Have you ever heard of a “secret career goal?”
Well, Gallup reports that only about a third of us love our job. That means that over 66% don’t! In a nutshell – if you dislike your job you’re not alone.
We’ve all enviously observed co-workers or friends we believe are in the “third”. Like studying chimpanzees in the wild, we take note of odd behavior. The way they smile as they log into an early Monday morning meeting, the way they calmly handle stress; the way they seem to get recognized for even the smallest of accomplishments.
We then begin to compare ourselves to them. Why am I not as happy as they are? Or we try and justify their happiness. Perhaps they’ve been given special treatment. Or maybe they just got lucky?
The reality is that “they” have chosen to see the world through a different lens – and you can to.
It’s all about reframing your current work situation to understand what your current job can do for you instead of what it’s not doing
The following technique changed my whole perspective on the job I disliked the most. In the end, it turned a job that seemed miserable and stressful into the best opportunity of my career, and one that was the catalyst to start my own business.
THE FIRST STEP IS TO SET A SECRET CAREER GOAL.
This secret career goal is going to be something you don’t share with your boss or co-workers – unless of course you really trust them and need their support. Think beyond your current job and about what type of career success you really want.
In order to create a secret career goal you first have to get clear about what your larger career goal is. I’m not referring to some kind of 10 year plan, but rather clarity on your next big step.
Do you want a management role? Change career paths altogether? Work for yourself? Work for a specific industry or brand?
Once you’re clear on what you’re striving for, the next step is figure out what you need to do or achieve to get yourself closer to that goal.
For example, when I decided I wanted to start my own company, I knew I needed at least 6 months expenses in the bank since I’d heard from other entrepreneurs that cash flow was the reason they failed in their first year. I also knew that I needed to build up my LinkedIn network with professionals I could sell to on day one.
Now, take a look at your current job and ask yourself what this job might provide to you that aligns with your larger goal.
Does this job:
- Give me the experience that will make me more attractive to the company I really want to work for?
- Give me access to resources that can help start my own company down the line?

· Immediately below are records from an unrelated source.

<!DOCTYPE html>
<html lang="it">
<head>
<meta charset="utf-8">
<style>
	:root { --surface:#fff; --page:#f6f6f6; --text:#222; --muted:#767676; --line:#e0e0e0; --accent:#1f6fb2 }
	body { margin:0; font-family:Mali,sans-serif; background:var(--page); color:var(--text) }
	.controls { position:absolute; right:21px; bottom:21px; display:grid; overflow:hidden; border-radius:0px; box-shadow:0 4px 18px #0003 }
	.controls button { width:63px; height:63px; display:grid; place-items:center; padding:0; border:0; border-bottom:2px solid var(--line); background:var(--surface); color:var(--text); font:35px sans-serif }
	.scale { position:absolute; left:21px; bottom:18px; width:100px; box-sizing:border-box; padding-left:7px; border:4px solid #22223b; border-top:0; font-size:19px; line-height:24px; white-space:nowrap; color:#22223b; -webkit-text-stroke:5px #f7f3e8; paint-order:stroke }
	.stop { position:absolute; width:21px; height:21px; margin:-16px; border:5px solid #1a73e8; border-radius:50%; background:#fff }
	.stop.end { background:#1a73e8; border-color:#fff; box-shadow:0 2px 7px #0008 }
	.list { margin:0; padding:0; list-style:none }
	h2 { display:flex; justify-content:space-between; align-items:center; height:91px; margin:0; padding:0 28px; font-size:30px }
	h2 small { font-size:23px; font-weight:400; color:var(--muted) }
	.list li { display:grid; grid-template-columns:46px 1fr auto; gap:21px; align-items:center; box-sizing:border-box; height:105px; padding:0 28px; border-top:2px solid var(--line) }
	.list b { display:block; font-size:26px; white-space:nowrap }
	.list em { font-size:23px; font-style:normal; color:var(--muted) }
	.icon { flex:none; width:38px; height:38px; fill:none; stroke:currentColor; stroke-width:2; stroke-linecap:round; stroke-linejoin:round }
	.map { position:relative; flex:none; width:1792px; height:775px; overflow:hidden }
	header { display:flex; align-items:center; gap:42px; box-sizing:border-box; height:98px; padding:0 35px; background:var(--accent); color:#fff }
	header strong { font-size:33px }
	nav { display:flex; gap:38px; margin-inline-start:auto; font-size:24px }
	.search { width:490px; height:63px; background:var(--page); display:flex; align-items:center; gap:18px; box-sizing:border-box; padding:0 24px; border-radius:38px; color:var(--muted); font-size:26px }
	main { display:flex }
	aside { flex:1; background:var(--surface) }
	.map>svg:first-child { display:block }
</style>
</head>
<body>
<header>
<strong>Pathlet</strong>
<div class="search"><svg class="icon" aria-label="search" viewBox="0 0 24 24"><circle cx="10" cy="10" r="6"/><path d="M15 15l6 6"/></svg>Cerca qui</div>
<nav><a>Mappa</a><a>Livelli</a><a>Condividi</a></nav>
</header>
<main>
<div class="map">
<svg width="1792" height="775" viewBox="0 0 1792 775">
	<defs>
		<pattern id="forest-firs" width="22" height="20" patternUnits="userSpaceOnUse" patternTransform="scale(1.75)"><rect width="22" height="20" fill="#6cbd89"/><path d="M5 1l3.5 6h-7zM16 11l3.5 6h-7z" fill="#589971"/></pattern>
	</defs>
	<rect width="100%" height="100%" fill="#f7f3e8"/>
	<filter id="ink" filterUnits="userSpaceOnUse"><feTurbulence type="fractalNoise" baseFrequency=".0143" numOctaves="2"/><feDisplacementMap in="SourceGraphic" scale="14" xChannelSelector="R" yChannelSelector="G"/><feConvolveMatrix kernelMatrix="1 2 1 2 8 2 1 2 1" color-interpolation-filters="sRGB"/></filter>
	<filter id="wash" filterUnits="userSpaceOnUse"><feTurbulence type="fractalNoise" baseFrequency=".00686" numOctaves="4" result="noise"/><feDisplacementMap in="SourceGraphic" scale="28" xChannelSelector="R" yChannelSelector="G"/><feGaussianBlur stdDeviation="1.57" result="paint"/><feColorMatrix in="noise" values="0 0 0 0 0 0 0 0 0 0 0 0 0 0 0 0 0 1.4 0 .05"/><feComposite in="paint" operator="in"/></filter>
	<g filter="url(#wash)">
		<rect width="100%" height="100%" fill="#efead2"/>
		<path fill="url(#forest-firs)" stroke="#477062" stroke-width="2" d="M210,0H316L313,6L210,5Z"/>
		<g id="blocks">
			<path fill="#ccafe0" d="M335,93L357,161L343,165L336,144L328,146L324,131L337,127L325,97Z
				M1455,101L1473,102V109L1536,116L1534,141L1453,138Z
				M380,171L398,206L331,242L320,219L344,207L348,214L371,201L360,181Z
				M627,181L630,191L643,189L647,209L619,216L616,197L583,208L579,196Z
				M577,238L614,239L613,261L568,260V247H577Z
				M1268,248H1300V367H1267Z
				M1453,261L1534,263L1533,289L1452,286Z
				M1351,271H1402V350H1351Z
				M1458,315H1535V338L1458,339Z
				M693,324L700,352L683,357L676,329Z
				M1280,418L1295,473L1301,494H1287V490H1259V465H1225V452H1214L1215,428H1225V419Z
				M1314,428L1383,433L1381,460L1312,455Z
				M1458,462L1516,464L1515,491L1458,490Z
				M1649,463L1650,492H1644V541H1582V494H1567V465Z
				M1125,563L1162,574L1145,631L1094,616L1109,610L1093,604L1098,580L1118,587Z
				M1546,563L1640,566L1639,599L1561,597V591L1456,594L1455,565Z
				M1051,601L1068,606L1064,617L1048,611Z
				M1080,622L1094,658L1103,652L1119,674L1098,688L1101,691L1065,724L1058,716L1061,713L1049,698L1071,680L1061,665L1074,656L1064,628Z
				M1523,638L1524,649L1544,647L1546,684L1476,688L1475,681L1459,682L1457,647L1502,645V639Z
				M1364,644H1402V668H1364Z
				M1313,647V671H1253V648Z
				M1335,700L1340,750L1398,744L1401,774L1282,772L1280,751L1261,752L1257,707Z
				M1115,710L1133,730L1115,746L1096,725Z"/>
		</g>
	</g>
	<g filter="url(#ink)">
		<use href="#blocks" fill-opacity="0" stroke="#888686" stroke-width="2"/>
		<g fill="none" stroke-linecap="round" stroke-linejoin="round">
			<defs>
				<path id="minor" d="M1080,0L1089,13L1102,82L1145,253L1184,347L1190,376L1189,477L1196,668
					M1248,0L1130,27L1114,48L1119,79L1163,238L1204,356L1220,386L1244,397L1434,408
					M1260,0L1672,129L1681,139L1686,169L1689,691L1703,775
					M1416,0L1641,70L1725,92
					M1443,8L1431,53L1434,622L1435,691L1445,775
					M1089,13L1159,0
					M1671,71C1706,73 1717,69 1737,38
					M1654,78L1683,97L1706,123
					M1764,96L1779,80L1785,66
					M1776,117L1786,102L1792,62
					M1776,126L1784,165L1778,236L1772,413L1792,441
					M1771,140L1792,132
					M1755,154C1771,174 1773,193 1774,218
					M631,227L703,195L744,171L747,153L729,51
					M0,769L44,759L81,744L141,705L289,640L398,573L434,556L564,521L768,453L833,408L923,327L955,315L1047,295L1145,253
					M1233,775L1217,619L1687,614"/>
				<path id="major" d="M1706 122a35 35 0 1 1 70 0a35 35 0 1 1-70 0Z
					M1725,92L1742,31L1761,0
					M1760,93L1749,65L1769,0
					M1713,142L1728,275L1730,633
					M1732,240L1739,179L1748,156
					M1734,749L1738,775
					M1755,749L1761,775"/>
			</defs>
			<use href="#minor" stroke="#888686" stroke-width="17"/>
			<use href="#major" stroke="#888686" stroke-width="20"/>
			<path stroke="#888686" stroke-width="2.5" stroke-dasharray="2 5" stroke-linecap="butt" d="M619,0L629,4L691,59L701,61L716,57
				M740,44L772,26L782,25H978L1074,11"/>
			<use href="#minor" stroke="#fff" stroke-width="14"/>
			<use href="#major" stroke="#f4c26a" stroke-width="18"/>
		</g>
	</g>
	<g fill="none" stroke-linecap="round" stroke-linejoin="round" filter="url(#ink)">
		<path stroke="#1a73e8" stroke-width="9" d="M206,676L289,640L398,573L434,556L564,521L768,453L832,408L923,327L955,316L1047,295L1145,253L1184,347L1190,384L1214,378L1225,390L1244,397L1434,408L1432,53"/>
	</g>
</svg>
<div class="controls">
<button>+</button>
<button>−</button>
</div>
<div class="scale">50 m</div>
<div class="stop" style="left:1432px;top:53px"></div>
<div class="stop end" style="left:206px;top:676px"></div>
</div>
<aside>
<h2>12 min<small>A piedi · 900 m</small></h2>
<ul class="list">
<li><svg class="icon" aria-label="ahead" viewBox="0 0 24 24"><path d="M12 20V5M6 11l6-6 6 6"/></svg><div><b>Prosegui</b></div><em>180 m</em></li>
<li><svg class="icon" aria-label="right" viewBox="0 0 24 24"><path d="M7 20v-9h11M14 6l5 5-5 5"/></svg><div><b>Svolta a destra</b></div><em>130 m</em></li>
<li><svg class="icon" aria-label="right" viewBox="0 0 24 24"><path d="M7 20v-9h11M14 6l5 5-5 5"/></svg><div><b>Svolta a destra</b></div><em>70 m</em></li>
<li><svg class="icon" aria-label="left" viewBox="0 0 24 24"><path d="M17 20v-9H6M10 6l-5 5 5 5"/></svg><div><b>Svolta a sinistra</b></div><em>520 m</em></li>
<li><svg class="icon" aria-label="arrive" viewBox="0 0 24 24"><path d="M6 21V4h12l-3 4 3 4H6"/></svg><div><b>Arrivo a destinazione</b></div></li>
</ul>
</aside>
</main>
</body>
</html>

- Offer benefits that meet some immediate goals like health or building up your savings account?
- Help build my professional network?
- Build up my credibility or resume?
- Give me an opportunity to learn new skills that I might be able to use later?
- Give me an opportunity to take some risks that will help me figure out if I want to do something differently?
If you determine that your current job doesn’t align with anything to support your larger vision, then it may indeed be time to find another opportunity. Chances are if you don’t like it now, you may never be happy with it.
However, if you are able to reframe what this job can actually do for you, then you can approach each day through a new lens. Instead of focusing on what you dislike about the job you can fall in love with how it moves you closer to your larger goal.